- [Assignment] From the entries that follow, gather each line holding the word "gradient".

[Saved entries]
=== Section Start ===

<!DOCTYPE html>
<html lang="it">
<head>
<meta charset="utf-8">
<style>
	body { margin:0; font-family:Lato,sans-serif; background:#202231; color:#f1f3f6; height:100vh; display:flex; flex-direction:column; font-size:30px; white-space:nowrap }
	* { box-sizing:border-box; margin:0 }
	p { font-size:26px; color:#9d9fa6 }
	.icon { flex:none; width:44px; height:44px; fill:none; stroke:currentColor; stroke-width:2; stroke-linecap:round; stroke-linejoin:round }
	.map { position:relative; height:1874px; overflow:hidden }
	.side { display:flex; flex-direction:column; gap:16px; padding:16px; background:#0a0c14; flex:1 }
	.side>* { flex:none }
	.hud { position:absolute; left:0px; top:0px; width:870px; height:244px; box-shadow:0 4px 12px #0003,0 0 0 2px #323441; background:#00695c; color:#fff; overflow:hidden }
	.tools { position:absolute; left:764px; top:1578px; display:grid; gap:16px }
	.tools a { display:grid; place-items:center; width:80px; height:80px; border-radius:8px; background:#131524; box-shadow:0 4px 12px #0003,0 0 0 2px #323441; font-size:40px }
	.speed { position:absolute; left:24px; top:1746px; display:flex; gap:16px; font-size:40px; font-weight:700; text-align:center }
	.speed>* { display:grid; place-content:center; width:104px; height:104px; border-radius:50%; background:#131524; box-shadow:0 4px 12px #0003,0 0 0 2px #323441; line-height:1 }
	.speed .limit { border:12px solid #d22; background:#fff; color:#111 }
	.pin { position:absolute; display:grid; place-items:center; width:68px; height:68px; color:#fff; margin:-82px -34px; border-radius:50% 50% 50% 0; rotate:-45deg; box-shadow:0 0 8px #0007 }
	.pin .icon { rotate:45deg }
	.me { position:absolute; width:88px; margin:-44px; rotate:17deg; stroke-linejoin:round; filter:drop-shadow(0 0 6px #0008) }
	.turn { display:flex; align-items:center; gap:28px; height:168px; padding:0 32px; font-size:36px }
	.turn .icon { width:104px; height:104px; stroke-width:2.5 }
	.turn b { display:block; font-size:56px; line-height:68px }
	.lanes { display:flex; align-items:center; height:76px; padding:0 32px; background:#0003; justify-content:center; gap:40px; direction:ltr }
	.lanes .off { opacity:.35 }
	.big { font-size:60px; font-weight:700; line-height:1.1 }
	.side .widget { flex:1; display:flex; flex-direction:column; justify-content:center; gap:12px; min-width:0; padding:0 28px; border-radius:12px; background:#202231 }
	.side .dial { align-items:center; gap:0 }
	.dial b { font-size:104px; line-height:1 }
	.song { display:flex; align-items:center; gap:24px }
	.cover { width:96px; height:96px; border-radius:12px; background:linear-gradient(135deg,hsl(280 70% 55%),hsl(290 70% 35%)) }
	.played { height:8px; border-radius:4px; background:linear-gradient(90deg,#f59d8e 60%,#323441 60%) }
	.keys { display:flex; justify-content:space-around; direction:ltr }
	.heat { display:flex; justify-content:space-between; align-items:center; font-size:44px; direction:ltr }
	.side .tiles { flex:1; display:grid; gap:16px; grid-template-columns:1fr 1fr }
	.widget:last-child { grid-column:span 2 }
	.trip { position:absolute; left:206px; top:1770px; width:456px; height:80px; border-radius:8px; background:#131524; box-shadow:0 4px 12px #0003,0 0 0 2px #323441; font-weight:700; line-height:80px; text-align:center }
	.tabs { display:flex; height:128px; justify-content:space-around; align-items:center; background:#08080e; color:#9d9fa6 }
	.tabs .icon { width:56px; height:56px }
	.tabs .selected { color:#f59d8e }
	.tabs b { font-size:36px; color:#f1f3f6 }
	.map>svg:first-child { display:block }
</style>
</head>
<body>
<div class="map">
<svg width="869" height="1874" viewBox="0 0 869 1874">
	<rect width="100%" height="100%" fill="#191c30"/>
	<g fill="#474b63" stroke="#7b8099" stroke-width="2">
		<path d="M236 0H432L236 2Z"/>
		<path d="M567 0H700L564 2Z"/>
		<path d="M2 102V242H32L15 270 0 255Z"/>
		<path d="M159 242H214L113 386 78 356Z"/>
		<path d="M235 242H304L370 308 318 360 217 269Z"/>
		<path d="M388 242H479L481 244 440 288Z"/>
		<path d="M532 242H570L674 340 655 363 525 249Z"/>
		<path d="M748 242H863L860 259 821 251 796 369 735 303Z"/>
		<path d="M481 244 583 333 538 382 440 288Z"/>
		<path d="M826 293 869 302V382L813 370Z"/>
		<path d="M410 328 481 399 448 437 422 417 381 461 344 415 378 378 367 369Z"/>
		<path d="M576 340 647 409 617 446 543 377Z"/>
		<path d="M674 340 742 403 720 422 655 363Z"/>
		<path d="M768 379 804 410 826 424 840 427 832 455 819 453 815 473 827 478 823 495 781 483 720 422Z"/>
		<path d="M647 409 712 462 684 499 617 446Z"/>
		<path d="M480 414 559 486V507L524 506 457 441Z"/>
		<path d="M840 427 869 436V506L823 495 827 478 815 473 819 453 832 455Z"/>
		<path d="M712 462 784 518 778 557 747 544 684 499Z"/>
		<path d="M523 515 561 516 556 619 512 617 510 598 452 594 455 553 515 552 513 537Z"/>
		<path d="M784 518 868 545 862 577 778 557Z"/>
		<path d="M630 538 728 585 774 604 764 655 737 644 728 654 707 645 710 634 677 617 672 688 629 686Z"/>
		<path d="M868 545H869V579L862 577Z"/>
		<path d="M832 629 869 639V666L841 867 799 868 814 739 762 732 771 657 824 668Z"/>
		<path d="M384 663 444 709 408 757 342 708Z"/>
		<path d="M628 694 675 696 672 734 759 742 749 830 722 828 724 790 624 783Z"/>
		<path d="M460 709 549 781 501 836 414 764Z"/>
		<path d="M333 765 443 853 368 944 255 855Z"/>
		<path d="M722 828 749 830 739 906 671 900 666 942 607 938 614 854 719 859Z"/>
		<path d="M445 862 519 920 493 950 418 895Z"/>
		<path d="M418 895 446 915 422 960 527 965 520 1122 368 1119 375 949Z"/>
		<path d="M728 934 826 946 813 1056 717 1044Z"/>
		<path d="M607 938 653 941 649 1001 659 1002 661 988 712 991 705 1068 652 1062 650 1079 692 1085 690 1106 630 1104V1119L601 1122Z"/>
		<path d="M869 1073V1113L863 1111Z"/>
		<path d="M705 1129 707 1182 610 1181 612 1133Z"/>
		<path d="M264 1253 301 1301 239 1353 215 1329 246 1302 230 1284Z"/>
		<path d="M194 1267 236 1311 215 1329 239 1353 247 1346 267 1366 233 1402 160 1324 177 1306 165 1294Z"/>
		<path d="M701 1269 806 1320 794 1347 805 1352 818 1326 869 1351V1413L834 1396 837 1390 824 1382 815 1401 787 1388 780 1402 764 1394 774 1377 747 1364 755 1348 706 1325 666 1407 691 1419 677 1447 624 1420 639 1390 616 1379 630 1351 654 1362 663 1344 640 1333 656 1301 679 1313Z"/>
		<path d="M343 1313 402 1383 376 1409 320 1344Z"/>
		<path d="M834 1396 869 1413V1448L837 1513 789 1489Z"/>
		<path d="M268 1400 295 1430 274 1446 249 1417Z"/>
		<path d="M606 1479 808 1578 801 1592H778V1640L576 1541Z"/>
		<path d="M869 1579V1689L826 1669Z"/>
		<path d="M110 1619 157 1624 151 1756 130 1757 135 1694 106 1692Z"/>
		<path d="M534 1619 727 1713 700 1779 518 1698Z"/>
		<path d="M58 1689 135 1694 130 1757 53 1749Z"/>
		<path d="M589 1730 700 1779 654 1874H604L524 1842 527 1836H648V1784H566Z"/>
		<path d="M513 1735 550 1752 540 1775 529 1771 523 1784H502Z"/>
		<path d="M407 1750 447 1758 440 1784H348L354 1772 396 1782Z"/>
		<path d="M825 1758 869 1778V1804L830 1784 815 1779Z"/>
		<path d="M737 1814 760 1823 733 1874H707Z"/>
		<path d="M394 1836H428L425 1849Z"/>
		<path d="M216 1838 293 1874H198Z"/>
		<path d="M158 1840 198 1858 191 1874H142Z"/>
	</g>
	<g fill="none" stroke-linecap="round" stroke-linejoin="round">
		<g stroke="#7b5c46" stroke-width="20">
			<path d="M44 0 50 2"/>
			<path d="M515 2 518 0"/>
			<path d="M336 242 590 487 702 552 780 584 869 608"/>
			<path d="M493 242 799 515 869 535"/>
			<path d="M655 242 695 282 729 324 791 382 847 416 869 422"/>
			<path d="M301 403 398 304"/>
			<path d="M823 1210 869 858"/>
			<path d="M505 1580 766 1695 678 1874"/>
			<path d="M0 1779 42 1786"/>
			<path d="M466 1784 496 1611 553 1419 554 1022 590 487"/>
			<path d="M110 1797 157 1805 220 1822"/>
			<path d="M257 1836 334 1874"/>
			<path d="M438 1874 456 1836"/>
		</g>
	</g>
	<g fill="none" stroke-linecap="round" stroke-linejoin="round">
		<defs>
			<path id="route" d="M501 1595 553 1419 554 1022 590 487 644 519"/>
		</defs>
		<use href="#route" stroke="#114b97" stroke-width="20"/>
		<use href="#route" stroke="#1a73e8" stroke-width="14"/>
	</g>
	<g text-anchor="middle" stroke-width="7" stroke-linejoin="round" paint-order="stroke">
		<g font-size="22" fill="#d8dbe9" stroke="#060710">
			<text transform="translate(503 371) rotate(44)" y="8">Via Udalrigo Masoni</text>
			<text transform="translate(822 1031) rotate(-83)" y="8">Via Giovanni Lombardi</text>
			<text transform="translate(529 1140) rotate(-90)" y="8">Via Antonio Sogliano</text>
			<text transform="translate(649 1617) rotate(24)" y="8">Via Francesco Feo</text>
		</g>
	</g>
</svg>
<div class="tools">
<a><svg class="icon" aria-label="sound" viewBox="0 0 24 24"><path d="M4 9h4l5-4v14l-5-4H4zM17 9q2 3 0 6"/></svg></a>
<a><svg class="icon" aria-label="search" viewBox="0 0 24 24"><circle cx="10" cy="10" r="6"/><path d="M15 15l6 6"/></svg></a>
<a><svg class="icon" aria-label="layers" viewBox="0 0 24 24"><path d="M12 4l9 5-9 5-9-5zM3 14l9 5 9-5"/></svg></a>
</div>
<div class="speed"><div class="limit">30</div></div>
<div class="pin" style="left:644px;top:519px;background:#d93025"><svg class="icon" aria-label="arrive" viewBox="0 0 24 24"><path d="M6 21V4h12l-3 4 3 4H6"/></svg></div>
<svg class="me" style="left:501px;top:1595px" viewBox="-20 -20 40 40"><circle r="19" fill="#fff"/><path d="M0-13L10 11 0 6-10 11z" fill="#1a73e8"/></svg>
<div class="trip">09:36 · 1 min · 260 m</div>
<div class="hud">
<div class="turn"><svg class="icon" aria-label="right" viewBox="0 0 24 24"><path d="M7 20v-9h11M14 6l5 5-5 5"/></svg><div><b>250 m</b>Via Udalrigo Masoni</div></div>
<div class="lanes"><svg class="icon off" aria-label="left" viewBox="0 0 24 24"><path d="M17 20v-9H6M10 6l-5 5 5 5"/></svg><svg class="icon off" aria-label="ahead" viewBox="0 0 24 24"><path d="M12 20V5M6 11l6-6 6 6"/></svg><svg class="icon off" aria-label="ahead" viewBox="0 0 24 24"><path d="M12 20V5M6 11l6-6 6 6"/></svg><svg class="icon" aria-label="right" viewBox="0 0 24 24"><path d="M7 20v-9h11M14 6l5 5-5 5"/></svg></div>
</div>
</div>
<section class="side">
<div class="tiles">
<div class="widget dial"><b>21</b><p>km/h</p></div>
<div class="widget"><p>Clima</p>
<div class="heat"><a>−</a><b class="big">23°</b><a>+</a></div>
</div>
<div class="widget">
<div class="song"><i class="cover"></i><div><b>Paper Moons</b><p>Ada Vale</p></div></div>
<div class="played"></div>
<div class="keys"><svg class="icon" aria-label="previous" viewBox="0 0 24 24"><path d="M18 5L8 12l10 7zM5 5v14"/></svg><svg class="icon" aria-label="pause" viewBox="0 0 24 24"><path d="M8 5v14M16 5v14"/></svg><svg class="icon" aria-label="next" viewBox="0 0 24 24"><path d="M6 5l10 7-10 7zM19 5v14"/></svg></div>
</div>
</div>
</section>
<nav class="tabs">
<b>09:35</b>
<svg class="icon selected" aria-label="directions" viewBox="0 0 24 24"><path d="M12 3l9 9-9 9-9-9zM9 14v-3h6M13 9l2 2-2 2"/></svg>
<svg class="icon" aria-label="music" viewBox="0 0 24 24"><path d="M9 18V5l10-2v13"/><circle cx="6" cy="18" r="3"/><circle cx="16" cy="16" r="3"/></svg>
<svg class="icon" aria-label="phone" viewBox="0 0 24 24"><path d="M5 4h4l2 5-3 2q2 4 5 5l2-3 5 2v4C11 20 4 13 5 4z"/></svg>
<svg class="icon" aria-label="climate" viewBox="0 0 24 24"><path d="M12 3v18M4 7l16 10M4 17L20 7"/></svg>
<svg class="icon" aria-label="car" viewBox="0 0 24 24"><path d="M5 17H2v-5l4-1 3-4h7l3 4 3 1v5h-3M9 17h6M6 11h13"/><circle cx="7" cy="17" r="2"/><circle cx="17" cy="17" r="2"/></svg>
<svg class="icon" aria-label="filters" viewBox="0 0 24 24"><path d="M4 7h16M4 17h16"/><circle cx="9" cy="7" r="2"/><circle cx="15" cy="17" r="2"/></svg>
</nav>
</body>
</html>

=== Section End ===

- [Exercise output]
	.cover { width:96px; height:96px; border-radius:12px; background:linear-gradient(135deg,hsl(280 70% 55%),hsl(290 70% 35%)) }
	.played { height:8px; border-radius:4px; background:linear-gradient(90deg,#f59d8e 60%,#323441 60%) }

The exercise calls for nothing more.